Targeting and inactivating a key gene could be a subtle and effective treatment for certain types of ovarian cancer, Scottish researchers suggest in a study published in Clinical Cancer Research.
Cancer Research UK scientists at The University of Edinburgh found that blocking a gene called Raf-1 can halt the growth of some ovarian cancer cells while leaving others largely unaffected. Their findings could lead to selective cancer therapies tailored for individual patients.
Researchers also gained important clues about why targeting the gene was effective in some types of cancer but not in others, paving the way for a test to predict which patients would benefit from the treatment.

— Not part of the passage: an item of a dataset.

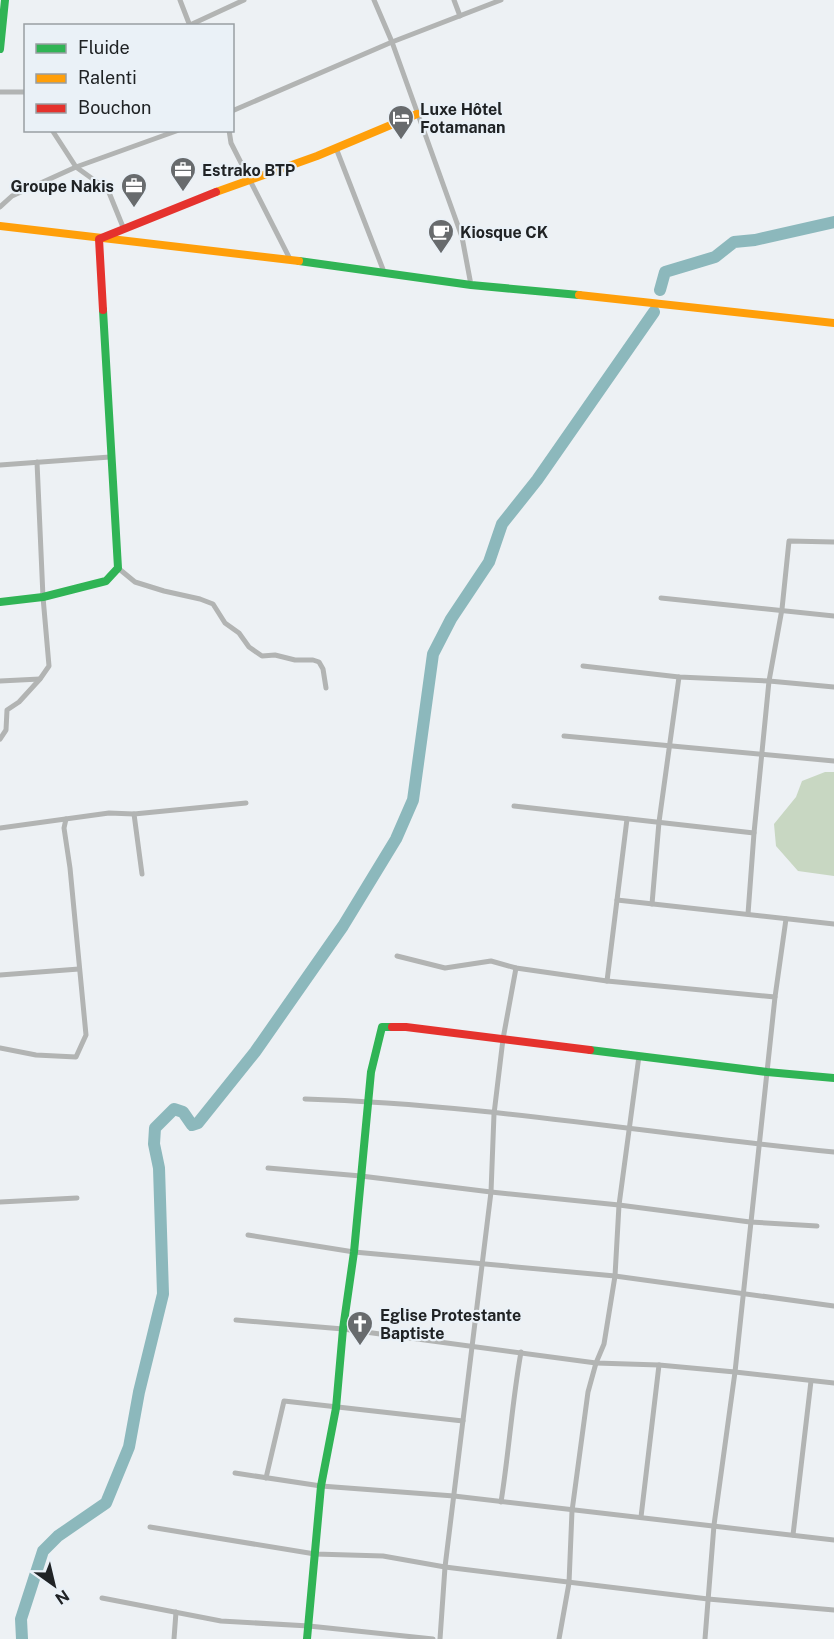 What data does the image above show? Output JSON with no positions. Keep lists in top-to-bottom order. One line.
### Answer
{"places":{"hotel":["Luxe Hôtel Fotamanan"],"office":["Estrako BTP","Groupe Nakis"],"cafe":["Kiosque CK"],"church":["Eglise Protestante Baptiste"]},"legend":["Fluide","Ralenti","Bouchon"],"north":"bottom right"} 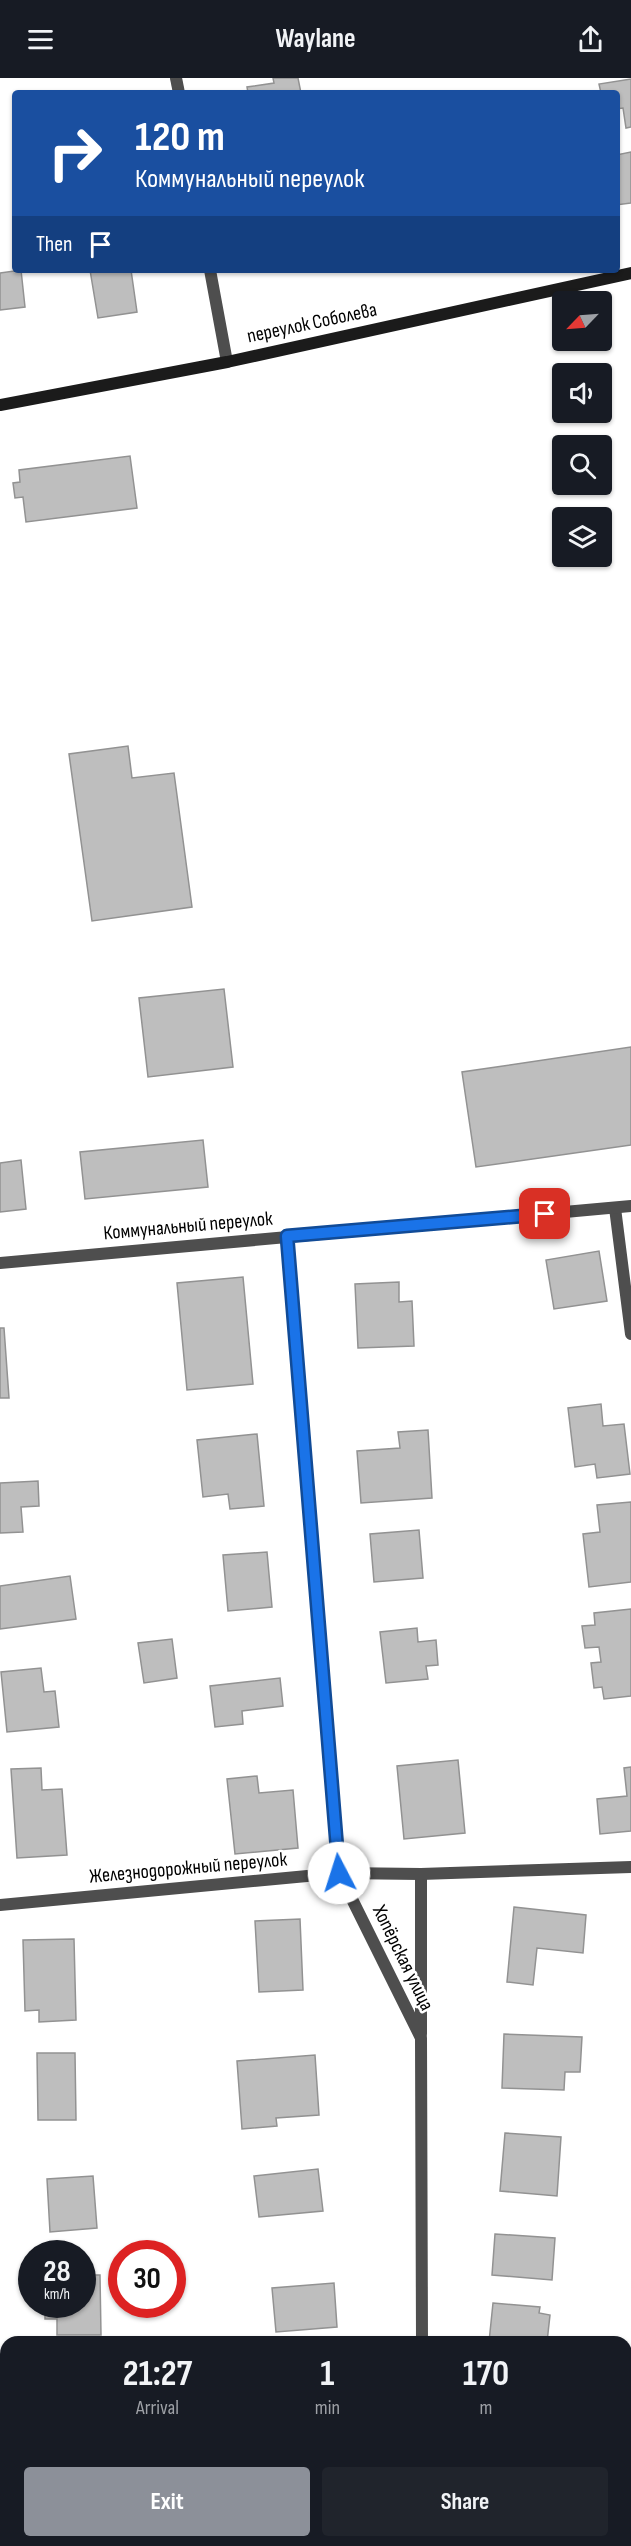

The Raf-1 gene is switched on in over 90 per cent of ovarian tumours and scientists believe it plays an important role in the disease's development. Like other genes it is controlled by the molecular equivalent of a dimmer switch and the cancers where it is turned up highest tend to have the worst survival. Scientists believe Raf-1 helps to trigger the process of cell division, allowing cancer cells to ignore the normal controls on their growth and to divide much more quickly than usual.
Researchers from the Cancer Research UK Edinburgh Oncology Unit, Western General Hospital, cultured cells from 15 ovarian tumours in the laboratory. They used short stretches of DNA called antisense oligonucleotides to interfere with the activity of Raf-1 and measured the effects on cell growth.
In some cell types, blocking the gene reduced the rate of cell growth by over 90 per cent and caused widespread cell death. But in others treatment had only a moderate effect, with growth falling by just 10-40 per cent.
Lead researcher Dr Simon Langdon, of the Cancer Research UK Edinburgh Oncology Unit, says: "Ovarian cancers often become resistant to conventional chemotherapy, so there's a real need to develop new, more subtle therapies that attack cancer cells in new ways. Our study highlights the potential of the Raf-1 gene as an exciting target for future cancer drugs. It looks as though therapies aimed at Raf-1 might be highly specific for a particular group of ovarian cancers and would hopefully leave healthy tissue relatively unaffected."
Researchers believe it should be possible to test ovarian tumours to see if they are likely to respond to treatments aimed at Raf-1.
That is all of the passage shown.